"Angel of Death" Pleads Not Guilty in L.A. to Six Murders

February 4, 2001 - 0:0
Los Angeles A former Los Angeles area hospital worker who told police nearly three years ago that he was an "Angel of Death" who secretly killed patients with lethal injections, pleaded innocent in a state court on Friday to six murders. Efren Saldivar, 31, entered his plea before Los Angeles superior court Judge Michael Kellogg through his public defender. He is due back in court on March 30.

Prosecutors said Saldivar, a former respiratory therapist who in February of 1998 offered a detailed confession to more than 40 murders at Glendale Adventist Medical Center over a five-year period during the 1990s -- then recanted it -- may face the death penalty if convicted.

Saldivar told police during his initial confession that he killed terminally ill people by injecting them with pavulon, a drug that stops patients from breathing. He was arrested last month after authorities found pavulon in the exhumed bodies of six elderly patients who died on his watch in 1996 and 1997.

The criminal complaint against Saldivar, who is being held without bail, charges him with killing the six people by administering pavulon to them.

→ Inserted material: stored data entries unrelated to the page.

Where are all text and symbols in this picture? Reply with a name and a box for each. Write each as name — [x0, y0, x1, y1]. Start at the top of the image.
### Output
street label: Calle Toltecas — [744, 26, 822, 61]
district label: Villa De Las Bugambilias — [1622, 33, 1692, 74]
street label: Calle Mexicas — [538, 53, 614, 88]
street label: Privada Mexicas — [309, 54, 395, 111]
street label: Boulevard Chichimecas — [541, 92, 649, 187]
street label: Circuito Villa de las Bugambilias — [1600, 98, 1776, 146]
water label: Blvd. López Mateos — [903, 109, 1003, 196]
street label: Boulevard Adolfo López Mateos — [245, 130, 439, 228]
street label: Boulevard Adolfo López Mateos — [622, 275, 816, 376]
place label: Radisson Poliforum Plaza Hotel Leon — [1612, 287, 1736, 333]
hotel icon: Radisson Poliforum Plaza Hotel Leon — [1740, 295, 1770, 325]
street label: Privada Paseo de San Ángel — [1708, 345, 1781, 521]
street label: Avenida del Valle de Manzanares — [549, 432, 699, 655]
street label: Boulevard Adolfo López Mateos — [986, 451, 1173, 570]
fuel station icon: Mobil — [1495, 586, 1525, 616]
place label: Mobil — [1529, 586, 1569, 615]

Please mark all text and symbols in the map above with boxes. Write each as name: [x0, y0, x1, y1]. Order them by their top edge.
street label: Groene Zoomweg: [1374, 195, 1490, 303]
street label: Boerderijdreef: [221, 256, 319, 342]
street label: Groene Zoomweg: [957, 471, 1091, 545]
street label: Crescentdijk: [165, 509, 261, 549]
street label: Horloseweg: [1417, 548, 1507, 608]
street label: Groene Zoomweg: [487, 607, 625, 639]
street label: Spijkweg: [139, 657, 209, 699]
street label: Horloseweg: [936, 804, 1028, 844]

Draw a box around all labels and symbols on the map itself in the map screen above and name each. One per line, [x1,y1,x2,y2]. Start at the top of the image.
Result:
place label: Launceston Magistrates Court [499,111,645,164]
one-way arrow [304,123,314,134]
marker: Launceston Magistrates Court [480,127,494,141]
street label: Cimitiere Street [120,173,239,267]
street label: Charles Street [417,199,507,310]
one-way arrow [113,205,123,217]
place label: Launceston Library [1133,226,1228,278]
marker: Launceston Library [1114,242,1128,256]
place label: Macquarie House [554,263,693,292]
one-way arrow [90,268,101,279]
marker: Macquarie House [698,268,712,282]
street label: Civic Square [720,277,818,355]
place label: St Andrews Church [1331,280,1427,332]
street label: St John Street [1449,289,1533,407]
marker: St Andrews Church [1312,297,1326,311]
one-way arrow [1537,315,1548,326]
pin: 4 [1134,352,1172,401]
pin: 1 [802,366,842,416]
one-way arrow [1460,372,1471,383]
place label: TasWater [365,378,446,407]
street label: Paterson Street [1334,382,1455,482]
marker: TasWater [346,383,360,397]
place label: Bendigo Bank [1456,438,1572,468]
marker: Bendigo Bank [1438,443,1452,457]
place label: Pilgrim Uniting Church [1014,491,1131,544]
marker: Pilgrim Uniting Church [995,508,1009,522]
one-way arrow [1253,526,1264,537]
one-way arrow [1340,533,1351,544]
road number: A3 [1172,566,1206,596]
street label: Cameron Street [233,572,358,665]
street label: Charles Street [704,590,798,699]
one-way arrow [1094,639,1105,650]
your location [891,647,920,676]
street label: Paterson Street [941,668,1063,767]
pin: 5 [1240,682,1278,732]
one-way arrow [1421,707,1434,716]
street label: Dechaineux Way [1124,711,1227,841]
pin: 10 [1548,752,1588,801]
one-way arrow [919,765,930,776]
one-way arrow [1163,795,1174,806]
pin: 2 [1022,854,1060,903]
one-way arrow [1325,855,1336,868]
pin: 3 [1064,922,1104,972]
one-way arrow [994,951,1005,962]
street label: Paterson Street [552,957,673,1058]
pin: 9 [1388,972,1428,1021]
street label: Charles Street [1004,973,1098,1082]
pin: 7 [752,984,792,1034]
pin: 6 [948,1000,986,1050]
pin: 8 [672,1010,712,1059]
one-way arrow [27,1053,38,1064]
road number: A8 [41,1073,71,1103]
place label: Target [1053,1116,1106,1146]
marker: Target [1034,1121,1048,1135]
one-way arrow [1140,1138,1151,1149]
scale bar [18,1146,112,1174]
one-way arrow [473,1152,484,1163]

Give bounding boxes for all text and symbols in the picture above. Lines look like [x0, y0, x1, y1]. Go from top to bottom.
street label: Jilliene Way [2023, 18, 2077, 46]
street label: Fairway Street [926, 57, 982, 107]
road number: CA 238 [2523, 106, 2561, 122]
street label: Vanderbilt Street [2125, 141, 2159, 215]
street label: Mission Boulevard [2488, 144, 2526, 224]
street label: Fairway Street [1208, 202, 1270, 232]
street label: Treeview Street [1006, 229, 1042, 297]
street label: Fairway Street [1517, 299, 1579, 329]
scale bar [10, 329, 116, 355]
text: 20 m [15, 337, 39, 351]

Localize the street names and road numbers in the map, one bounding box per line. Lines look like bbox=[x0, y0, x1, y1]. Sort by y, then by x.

The drug is normally given to patients who are going to be placed on a respirator. Five of the six patients he is accused of killing were not given the drug as part of their regular treatment.

Saldivar, who worked at the hospital on and off for eight years, initially told police that he killed only those patients who were unconscious, had a "do not resuscitate" order on their charts and appeared close to death.

But he recanted shortly afterward, telling a national TV audience that he confessed to crimes he did not commit because he was severely depressed and wanted to be put to death.